AI Image Recognition System

Duration: 3 months Status: Completed Role: Lead Developer

Overview

Developed a robust image recognition system using Convolutional Neural Networks (CNNs) to classify images across 10 different categories. The model was trained on a custom dataset of 50,000 images and achieved 94% accuracy on the test set, demonstrating strong performance in computer vision tasks.

Key Features

  • Custom CNN architecture with 5 convolutional layers optimized for multi-class classification
  • Advanced data augmentation pipeline (rotation, flipping, scaling) to improve model generalization
  • Real-time image classification with sub-second inference times (avg. 0.3s per image)
  • Interactive web interface built with Flask for easy testing and demonstration
  • Model versioning and experiment tracking with TensorBoard

Technical Stack

Python 3.9 TensorFlow 2.x Keras NumPy OpenCV Flask Docker

Challenges & Solutions

The main challenge was dealing with class imbalance in the dataset, where some categories had 3x more samples than others. I addressed this by implementing weighted loss functions and applying SMOTE (Synthetic Minority Over-sampling Technique) to balance the training data. This improved minority class accuracy by 18%.

Results & Impact

The final model achieved 94% overall accuracy with F1-scores above 0.90 for all classes. The system processes images 5x faster than the baseline approach and has been deployed as a demonstration project showcasing practical computer vision applications.


Natural Language Chatbot

Duration: 4 months Status: Ongoing Role: Full-Stack Developer

Overview

Built an intelligent conversational agent using transformer-based models that can understand context, maintain conversation history, and provide relevant responses. The chatbot includes advanced sentiment analysis to adapt its tone based on user emotions, creating more natural and empathetic interactions.

Key Features

  • Context-aware responses using attention mechanisms and BERT embeddings
  • Real-time sentiment analysis of user inputs with 89% accuracy
  • Multi-turn conversation handling with sliding window memory (up to 10 previous exchanges)
  • Integration with popular messaging platforms (Slack, Discord)
  • Customizable personality traits and response styles
  • RESTful API for easy integration into existing applications

Technical Stack

Python PyTorch Hugging Face Transformers BERT FastAPI Redis Docker PostgreSQL

Challenges & Solutions

Managing conversation context over long dialogues was challenging, as storing full conversation history quickly consumed memory. I implemented a sliding window approach combined with Redis caching to efficiently store and retrieve conversation history without sacrificing response time. This reduced memory usage by 60% while maintaining context quality.

Results & Impact

The chatbot successfully handles complex multi-turn conversations with an average response time of 1.2 seconds. User testing showed 85% satisfaction rate with response relevance and naturalness. The system is currently being enhanced with retrieval-augmented generation (RAG) for domain-specific knowledge.
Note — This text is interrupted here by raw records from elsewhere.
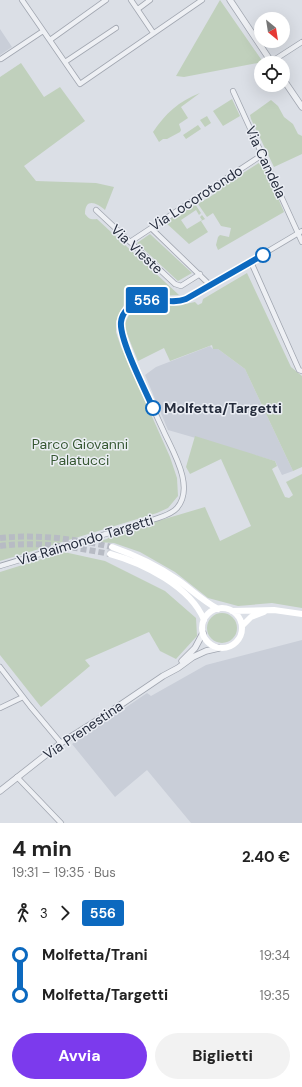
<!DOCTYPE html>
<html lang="it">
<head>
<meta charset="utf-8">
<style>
	:root { --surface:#fff; --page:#f2f2f2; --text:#222; --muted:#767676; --accent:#7c3aed }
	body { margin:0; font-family:"DM Sans",sans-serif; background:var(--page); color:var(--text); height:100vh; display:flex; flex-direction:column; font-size:15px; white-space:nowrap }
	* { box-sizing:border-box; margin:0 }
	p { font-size:13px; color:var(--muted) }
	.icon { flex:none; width:22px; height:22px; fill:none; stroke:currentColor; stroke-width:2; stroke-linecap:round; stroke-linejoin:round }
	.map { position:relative; height:823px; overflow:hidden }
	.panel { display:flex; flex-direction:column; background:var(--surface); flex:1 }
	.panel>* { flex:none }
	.badge { padding:0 8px; border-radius:3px; font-size:14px; line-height:26px }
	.needle { width:26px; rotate:150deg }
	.fabs { position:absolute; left:254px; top:12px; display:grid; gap:8px }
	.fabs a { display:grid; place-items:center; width:36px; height:36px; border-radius:50%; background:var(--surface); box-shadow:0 4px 16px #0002; font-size:20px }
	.map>.badge { position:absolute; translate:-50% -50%; box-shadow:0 0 0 2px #fff }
	.legs { display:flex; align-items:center; gap:6px; height:44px; padding:0 12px; font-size:13px }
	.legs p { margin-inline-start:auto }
	.head { display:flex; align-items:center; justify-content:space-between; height:68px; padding:0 12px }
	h1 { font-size:22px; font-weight:700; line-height:30px }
	.button { display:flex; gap:8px; margin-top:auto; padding:8px 12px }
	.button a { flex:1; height:46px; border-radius:24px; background:var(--accent); color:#fff; font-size:16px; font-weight:700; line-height:46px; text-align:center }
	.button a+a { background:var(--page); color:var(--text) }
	ul { padding:0 12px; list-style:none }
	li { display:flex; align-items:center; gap:14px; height:40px; font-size:15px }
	li i { display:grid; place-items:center; width:6px; height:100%; margin:0 5px; background:currentColor }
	li i::after { content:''; width:10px; height:10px; margin:-5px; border:3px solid; border-radius:50%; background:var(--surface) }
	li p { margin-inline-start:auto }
	li:first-child i { background:linear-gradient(#0000 50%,currentColor 0) }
	li:last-child i { background:linear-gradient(currentColor 50%,#0000 0) }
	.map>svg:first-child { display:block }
	.built { fill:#c9ced8 }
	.green { fill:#c0d0bc }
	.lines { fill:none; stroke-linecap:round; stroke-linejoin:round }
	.secondary-tunnel { stroke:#b7bbc4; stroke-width:6; stroke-dasharray:6 3; stroke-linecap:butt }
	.minor-casing { stroke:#a1a6b0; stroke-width:6 }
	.tertiary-casing { stroke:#a1a6b0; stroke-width:7 }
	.minor { stroke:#eef0f4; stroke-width:4.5 }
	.tertiary { stroke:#eef0f4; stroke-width:5.5 }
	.secondary { stroke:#fff; stroke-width:6 }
	.line-1-casing { stroke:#fff; stroke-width:9 }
	.line-1 { stroke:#0c69bf; stroke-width:6 }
	.stop-1-dot { fill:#fff; stroke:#0c69bf; stroke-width:2 }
	.labels { text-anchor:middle; stroke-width:3; stroke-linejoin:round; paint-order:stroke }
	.street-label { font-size:14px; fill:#252c3c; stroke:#ebeef4 }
	.stop-label { font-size:14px; font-weight:bold; fill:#252c3c; stroke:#ebeef4; text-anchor:start }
	.park-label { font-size:14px; fill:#375833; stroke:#ebeef4 }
</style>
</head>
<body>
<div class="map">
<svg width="302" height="823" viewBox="0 0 302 823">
	<rect width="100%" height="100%" fill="#dbdfe6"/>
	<path class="built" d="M0 29 12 47 0 55Z
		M210 346 213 349H218L245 369 293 471 282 475 275 461 168 430 145 375 156 367Z
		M302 640V823H191L147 770 115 797 72 744 147 693 151 696 206 665Z"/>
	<path class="green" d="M220 0 263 62 184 77 176 76Z
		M21 63 44 97 60 87 85 121 24 166 36 181 96 183 114 187 105 210C96 202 85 198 85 214 89 219 91 220 97 219L179 295 154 296 142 294 133 297 124 305 116 321V332L121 347 170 457 177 478 178 496 168 508 157 513 0 561V77Z
		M200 93 181 107 188 118 179 124 181 130 180 132 167 139H163L159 142 153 132C165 114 179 101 200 93Z
		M232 99 240 116 223 126 213 111Z
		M271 100 278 106 284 117 293 124 298 134 302 136V154L274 167 251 119 250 115Z
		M207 116 211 123 205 127 200 120Z
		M198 125 201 129 186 139 183 135Z
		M262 161 284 212 218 250 216 245 218 237 220 235 229 237 231 228 221 226 213 213 207 217 198 204 216 193 215 191Z
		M195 204 201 213 199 215 196 210 181 220 187 229 202 220 200 217 202 215 205 219 201 221 208 232 189 244 165 222Z
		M150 234 192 273 178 281 137 243Z
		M247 273 291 367 302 376V467L293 471 245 369 218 349H213L212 345 170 361 164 348 138 361 125 329V323L131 311 144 304 175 306 195 302 198 305 202 303 203 299Z
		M195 436 275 461 277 466 272 469 285 497 289 498 293 495 286 482 302 474V608L272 603 238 606 208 598 175 572 140 552 114 543 96 542 107 539 114 534 205 507 220 541 251 526 221 459 190 474 186 467Z
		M64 552 105 561 165 591 196 618 197 636 176 659 160 651 149 632 85 660 90 666 41 707 0 655V572Z
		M207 628a15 15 0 1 1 30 0a15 15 0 1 1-30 0Z"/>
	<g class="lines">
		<path class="secondary-tunnel" d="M0 538C38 534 75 539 112 547
			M0 546C38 541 73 547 110 554"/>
		<g class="minor-casing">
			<path id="minor" d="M22 0 80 84 202 0
				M131 0 152 31
				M138 9 150 0
				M50 40 106 0
				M1 59 43 31
				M65 62 116 28
				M271 62 302 42
				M233 91 302 242
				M96 210 175 284 181 286 200 274
				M151 228 211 286
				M130 242 262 155
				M251 262 299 370 302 371
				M0 566 152 520C160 517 171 515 177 508 195 487 173 452 164 432 152 406 140 380 129 354 126 345 122 336 121 327 121 321 122 315 126 310 143 291 169 307 189 298L302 231
				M0 667 30 706 61 743
				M0 708 23 697
				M17 777 61 823"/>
		</g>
		<g class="tertiary-casing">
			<path id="tertiary" d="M230 0 272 63
				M283 79 302 107
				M182 661 195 648 203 633
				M0 791 61 743 104 716 163 676 178 668 193 657 206 651 219 648"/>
		</g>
		<use href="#minor" class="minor"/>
		<use href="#tertiary" class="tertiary"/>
		<path class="secondary" d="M112 547C135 555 158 566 178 580 192 590 203 601 218 609
			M110 554C143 563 191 587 204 620
			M202 628a20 20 0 1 1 40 0a20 20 0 1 1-40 0Z
			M232 611 274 610 302 614
			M242 626 251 617 264 612"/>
	</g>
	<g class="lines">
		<g class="line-1-casing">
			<path id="line-1" d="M153 408C145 390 119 339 121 322 122 312 131 304 141 301 156 297 171 305 186 299L263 255"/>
		</g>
		<use href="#line-1" class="line-1"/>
	</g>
	<g class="stop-1-dot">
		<circle cx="263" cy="255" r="7"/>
		<circle cx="153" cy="408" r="7"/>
	</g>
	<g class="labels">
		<g class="street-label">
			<text transform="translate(266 162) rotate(65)" y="5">Via Candela</text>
			<text transform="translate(196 198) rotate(-33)" y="5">Via Locorotondo</text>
			<text transform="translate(137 249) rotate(43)" y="5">Via Vieste</text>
			<text transform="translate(85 540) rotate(-17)" y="5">Via Raimondo Targetti</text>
			<text transform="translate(83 730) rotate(-34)" y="5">Via Prenestina</text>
		</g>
		<g class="stop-label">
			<text x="164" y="413">Molfetta/Targetti</text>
		</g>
		<g class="park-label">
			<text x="80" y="449">Parco Giovanni<tspan x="80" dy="16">Palatucci</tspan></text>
		</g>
	</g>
</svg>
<div class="fabs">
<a><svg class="needle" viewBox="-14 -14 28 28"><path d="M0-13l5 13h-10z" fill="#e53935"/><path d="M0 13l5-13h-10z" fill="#767676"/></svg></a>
<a><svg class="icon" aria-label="locate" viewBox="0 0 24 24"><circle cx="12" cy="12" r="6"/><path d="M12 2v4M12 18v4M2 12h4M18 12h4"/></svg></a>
</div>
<b class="badge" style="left:147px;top:300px;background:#0c69bf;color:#fff">556</b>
</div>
<section class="panel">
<div class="head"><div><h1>4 min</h1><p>19:31 – 19:35 · Bus</p></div><b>2.40 €</b></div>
<div class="legs"><svg class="icon" aria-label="walk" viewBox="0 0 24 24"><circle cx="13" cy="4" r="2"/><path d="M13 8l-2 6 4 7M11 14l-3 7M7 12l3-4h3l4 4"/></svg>3<svg class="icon" aria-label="forward" viewBox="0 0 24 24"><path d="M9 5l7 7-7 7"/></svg><b class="badge" style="background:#0c69bf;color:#fff">556</b></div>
<ul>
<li><i style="color:#0c69bf"></i><b>Molfetta/Trani</b><p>19:34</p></li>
<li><i style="color:#0c69bf"></i><b>Molfetta/Targetti</b><p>19:35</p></li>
</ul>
<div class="button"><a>Avvia</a><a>Biglietti</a></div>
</section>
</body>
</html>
Predictive Analytics Dashboard

Duration: 2 months Status: Completed Role: Full-Stack Developer

Overview

Created an interactive web application that allows users to upload datasets, visualize trends, and generate predictions using various machine learning algorithms. The dashboard supports regression, classification, and time-series forecasting with an intuitive drag-and-drop interface suitable for both technical and non-technical users.

Key Features

  • Drag-and-drop CSV/Excel file upload with automatic schema detection
  • Automated data preprocessing and feature engineering (handling missing values, encoding, scaling)
  • Multiple ML algorithm selection (Random Forest, XGBoost, LSTM, Linear Regression)
  • Interactive visualizations with Chart.js and D3.js (scatter plots, time series, correlation matrices)
  • Model performance metrics and comparison tools (RMSE, MAE, R², confusion matrices)
  • Export predictions and trained models for future use
  • Responsive design optimized for desktop and tablet devices

Technical Stack

React Python scikit-learn pandas AWS Lambda AWS S3 PostgreSQL Chart.js D3.js

Challenges & Solutions

Handling large datasets in the browser was initially problematic, causing slowdowns and memory issues for files over 50MB. I solved this by implementing serverless processing with AWS Lambda for heavy computations, while using React with virtualized lists for a responsive and smooth user interface. This architectural decision reduced client-side memory usage by 80% and improved processing speed for large datasets.

Results & Impact

The dashboard successfully processes datasets up to 1GB in size and generates predictions within 30 seconds for most common use cases. The application has been used for exploratory data analysis and quick prototyping of ML models, reducing the time from data to insights by approximately 70% compared to traditional coding approaches.